Notice how the general addition rule contains the third axiom as a special case: when A and B are disjoint, P(A and B) = 0 and the correction vanishes, leaving plain P(A) + P(B). The axioms are the seed; results like these are the tree. Once you trust the three rules, you can prove what you need rather than memorise a long list.
Reading the axioms honestly
A few subtleties are worth getting right early, because they trip people up for years otherwise. First: "impossible" and "probability zero" are not the same idea. Every impossible event has probability zero, but in infinite models the reverse fails — pick a number uniformly from the interval [0, 1] and the chance of landing on exactly 0.5 is zero, yet 0.5 is a perfectly possible outcome.

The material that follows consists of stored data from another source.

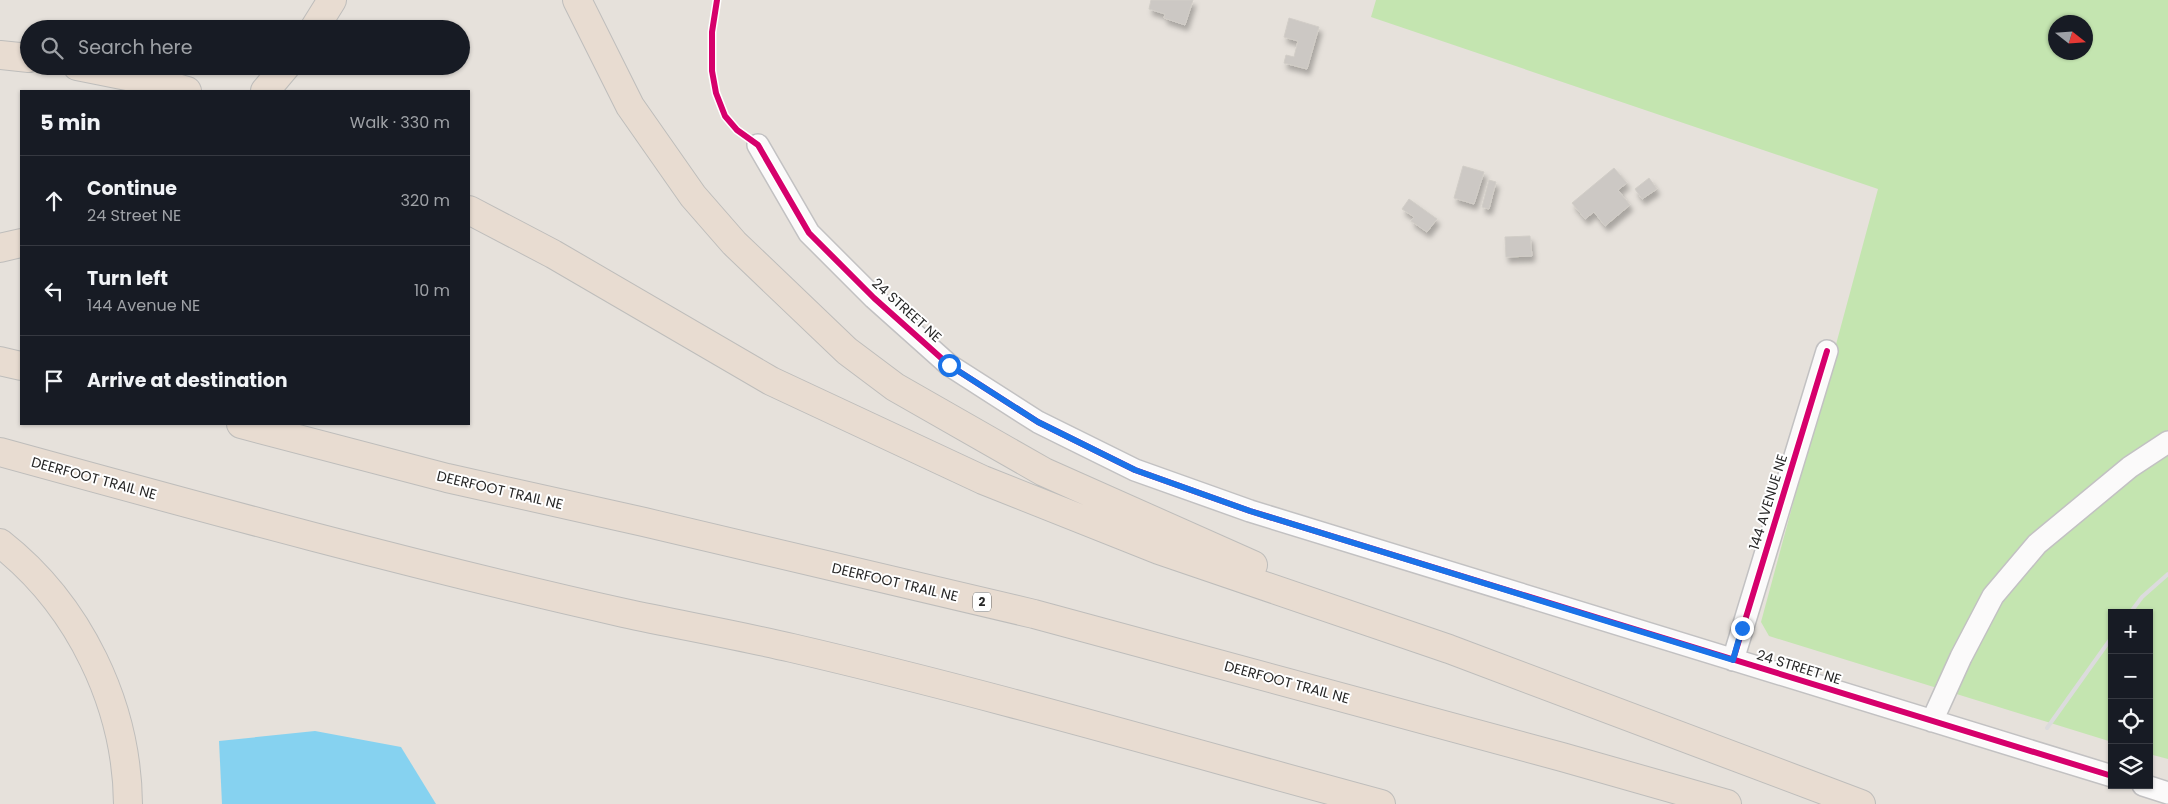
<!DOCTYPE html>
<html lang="en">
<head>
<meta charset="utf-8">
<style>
  :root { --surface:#171b24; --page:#242831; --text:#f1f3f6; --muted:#9ea1a6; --line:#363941 }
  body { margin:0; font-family:Poppins,sans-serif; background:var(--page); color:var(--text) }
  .controls { position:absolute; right:15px; bottom:15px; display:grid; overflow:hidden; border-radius:0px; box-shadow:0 1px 4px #0004 }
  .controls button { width:45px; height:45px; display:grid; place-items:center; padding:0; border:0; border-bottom:1px solid var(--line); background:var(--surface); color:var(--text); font:25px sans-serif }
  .compass { position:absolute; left:2048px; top:15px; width:45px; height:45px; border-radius:50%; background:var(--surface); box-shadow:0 1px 4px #0004; rotate:107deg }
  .stop { position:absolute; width:15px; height:15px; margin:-11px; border:4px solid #1a73e8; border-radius:50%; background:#fff }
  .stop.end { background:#1a73e8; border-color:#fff; box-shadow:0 1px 5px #0008 }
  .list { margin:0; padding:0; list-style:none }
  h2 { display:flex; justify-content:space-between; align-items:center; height:65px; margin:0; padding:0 20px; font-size:21px }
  h2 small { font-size:16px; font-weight:400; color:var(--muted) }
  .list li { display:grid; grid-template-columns:32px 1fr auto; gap:15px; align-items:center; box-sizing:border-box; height:90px; padding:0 20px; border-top:1px solid var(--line) }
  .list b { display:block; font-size:19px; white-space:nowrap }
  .list p { margin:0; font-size:16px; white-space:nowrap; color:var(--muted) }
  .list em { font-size:16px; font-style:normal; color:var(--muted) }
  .icon { flex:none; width:28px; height:28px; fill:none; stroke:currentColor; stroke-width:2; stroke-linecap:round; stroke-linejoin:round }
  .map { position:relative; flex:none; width:2168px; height:804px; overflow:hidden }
  .search { position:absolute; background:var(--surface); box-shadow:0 1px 4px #0004; left:20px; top:20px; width:450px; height:55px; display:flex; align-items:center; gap:12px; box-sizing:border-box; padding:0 18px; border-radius:28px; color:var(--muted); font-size:19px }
  .panel { position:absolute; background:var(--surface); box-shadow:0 1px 4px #0004; left:20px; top:90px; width:450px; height:335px; border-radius:0px }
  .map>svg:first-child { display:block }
  .green { fill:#c4e5b0; fill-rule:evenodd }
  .water { fill:#86d2f0 }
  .building { fill:#ccc8c4; stroke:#d1cdc7; filter:url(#shadow) }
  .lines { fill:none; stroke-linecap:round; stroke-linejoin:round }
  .minor-casing { stroke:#c2c1c2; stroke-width:24 }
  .highway-casing { stroke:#bebdbb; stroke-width:30 }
  .minor { stroke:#fbfafa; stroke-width:21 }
  .highway { stroke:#e8dcd1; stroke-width:28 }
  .rail { stroke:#dcdbdd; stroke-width:4 }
  .cycleway-casing { stroke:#fff; stroke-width:9 }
  .cycleway { stroke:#d6006c; stroke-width:6 }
  .route { stroke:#1a73e8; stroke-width:6 }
  .labels { text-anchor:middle; stroke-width:4; stroke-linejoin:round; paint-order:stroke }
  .shield { fill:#fff; stroke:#676767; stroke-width:1 }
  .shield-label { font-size:12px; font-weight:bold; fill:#262626 }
  .street-label { font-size:14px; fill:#262626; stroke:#fff }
</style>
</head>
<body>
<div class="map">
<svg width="2168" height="804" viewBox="0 0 2168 804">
  <defs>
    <filter id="shadow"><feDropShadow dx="3" dy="5.5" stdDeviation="2.5" flood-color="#0004"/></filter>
  </defs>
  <rect width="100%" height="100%" fill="#e6e1db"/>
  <path class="green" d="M1376,0H2168V759L2149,754V613H2112V742L1769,636L1761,622L1878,189L1371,17ZM2056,22H2086V52H2056Z"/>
  <path class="water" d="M315,731L401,747L436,804H222L219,741Z"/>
  <path class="building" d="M1151,0H1193L1185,25L1164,18L1165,14L1149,9Z
    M1289,18L1319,27L1307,69L1284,63L1286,55L1294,57L1298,41L1284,37Z
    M1463,166L1484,172L1474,204L1454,198Z
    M1614,168L1627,183L1618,190L1630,205L1605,226L1594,212L1585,219L1572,203Z
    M1649,178L1657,189L1642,199L1635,189Z
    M1489,180L1496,182L1489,209L1482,207Z
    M1409,199L1437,219L1427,232L1411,221L1414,217L1402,209Z
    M1530,236L1532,256L1506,257L1505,237Z"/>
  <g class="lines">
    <defs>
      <path id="minor" d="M758,145L809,233L874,298L949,365L1038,422L1135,470L1250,511L2112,776
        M1733,660L1827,351
        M1932,721L1961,657L1993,596L2037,544L2130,467L2168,442
        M2143,785L2168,793"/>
      <path id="highway" d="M577,0L630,106L693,196L734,243L847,351L895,387L1044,472L1253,565
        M314,29L332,0
        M0,55L29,58
        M77,66L152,81L187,91
        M265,91L286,66
        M469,210L553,254L771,381L983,480L1159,550L1449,649L1861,804
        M0,248L21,243
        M0,361L21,366
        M241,424L447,478L644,522L1034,614L1562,757L1727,804
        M0,452C207,509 415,566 624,613C680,625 736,635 792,648C990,694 1185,751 1381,804
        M0,543C79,605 127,704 128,804"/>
    </defs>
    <use href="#minor" class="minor-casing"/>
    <use href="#highway" class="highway-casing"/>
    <use href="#minor" class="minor"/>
    <use href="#highway" class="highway"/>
    <path class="rail" d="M2130,613L2142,597L2168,574
      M2047,728L2112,637"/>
    <defs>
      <path id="cycleway" d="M717,0L712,32V71L716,93L725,116L737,130L758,145L809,233L874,298L949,365L1038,422L1135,470L1250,511L2112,776
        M1733,660L1827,351"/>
    </defs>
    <use href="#cycleway" class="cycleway-casing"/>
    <use href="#cycleway" class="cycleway"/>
  </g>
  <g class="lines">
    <path class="route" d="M949,365L1038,422L1135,470L1250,511L1733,660L1742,628"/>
  </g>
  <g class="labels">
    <rect class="shield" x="973" y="592.5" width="18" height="19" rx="4"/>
    <g class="shield-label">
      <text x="982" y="606">2</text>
    </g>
    <g class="street-label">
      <text transform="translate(907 310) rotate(42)" y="5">24 STREET NE</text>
      <text transform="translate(94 478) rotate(15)" y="5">DEERFOOT TRAIL NE</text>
      <text transform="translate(500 490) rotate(13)" y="5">DEERFOOT TRAIL NE</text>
      <text transform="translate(1768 502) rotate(-73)" y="5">144 AVENUE NE</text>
      <text transform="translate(895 582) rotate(13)" y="5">DEERFOOT TRAIL NE</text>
      <text transform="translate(1799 667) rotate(17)" y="5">24 STREET NE</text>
      <text transform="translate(1287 682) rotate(15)" y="5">DEERFOOT TRAIL NE</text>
    </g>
  </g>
</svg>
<div class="controls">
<button>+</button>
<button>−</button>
<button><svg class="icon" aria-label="locate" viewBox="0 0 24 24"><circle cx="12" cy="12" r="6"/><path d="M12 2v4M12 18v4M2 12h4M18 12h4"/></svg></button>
<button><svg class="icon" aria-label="layers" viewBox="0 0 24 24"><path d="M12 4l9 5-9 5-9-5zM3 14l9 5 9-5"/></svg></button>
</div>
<svg class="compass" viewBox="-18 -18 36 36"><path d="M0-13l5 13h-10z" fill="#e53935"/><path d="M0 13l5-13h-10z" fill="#9ea1a6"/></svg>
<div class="stop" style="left:949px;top:365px"></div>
<div class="stop end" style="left:1742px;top:628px"></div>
<div class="search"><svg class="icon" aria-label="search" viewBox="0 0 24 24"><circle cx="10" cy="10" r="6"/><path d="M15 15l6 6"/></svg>Search here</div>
<section class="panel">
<h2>5 min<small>Walk · 330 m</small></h2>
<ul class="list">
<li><svg class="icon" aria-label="ahead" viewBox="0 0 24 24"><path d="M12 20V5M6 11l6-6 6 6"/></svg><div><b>Continue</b><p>24 Street NE</p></div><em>320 m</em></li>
<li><svg class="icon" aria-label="left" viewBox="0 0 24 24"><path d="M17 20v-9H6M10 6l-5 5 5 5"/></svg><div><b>Turn left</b><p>144 Avenue NE</p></div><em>10 m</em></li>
<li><svg class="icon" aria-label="arrive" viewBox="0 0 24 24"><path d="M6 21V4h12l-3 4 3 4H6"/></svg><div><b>Arrive at destination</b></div></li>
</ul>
</section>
</div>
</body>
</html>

Probability zero means *negligible in the total*, not *forbidden*. The mirror statement holds at the top: probability one means "almost certain", not strictly guaranteed.
Second: additivity is *only* for mutually exclusive events. The seductive mistake is to write P(A or B) = P(A) + P(B) for events that can both happen. Ask for the probability that a card drawn is a heart or a face card and you cannot just add 13/52 + 12/52 — the king, queen, and jack of hearts get counted twice. You must subtract the overlap, P(A and B) = 3/52, giving 22/52. Whenever you reach for a plus sign, check that the pieces truly cannot co-occur.
What the axioms leave open
It is worth being clear about what these three rules deliberately do *not* settle. They are silent on where the numbers come from. In the next guide we will see the classical definition — when outcomes are equally likely, P(A) is just the count of favourable outcomes over the total count — but that is one *model* consistent with the axioms, not a fourth axiom. Equally likely is an assumption you choose to make, true for a fair die, false for a thumbtack landing point-up.
The axioms are also silent on *meaning*. Is P(A) the long-run frequency of A over many repetitions, or a measured degree of belief? The mathematics works identically either way, which is exactly why one framework serves gamblers, physicists, and forecasters alike. That choice of interpretation is the subject of the last guide in this rung. For now, hold the satisfying thought that all of probability — every distribution, every theorem you will meet — is built on a foundation you can state in three lines.